*** Records supplied ***

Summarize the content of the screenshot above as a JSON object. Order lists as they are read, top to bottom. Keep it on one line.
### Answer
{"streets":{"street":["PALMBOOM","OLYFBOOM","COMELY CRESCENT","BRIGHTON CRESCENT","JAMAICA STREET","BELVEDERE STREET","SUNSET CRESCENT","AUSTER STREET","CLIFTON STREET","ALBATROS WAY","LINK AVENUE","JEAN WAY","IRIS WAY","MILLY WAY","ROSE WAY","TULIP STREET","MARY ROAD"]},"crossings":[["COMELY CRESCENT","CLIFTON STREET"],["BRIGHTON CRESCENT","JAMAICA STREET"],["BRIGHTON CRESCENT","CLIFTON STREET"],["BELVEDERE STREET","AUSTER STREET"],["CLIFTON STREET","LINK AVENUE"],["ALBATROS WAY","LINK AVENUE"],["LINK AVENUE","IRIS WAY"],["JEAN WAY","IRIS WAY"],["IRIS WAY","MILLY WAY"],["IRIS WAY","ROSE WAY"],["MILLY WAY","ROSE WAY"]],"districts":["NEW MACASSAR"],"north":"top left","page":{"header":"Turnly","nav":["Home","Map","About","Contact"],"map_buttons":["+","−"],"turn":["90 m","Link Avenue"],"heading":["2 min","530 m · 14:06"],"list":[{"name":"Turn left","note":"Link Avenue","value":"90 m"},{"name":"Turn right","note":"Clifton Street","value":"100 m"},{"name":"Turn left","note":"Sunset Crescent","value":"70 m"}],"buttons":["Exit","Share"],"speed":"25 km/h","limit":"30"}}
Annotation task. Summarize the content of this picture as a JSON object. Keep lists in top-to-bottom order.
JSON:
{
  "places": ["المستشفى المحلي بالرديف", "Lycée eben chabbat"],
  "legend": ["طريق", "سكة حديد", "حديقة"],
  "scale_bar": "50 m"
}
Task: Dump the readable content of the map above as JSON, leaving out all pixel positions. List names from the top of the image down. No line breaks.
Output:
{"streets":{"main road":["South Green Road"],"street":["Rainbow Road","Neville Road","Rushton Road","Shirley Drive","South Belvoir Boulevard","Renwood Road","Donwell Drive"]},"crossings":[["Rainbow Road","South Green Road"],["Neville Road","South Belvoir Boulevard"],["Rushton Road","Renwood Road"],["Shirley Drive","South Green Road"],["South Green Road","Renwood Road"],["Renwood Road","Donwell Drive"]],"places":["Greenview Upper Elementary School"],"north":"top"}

*** End of Records supplied ***

■ To do ■
All lines holding the word "Keep" must be copied from the data.

■ Response ■
Summarize the content of the screenshot above as a JSON object. Order lists as they are read, top to bottom. Keep it on one line.
Annotation task. Summarize the content of this picture as a JSON object. Keep lists in top-to-bottom order.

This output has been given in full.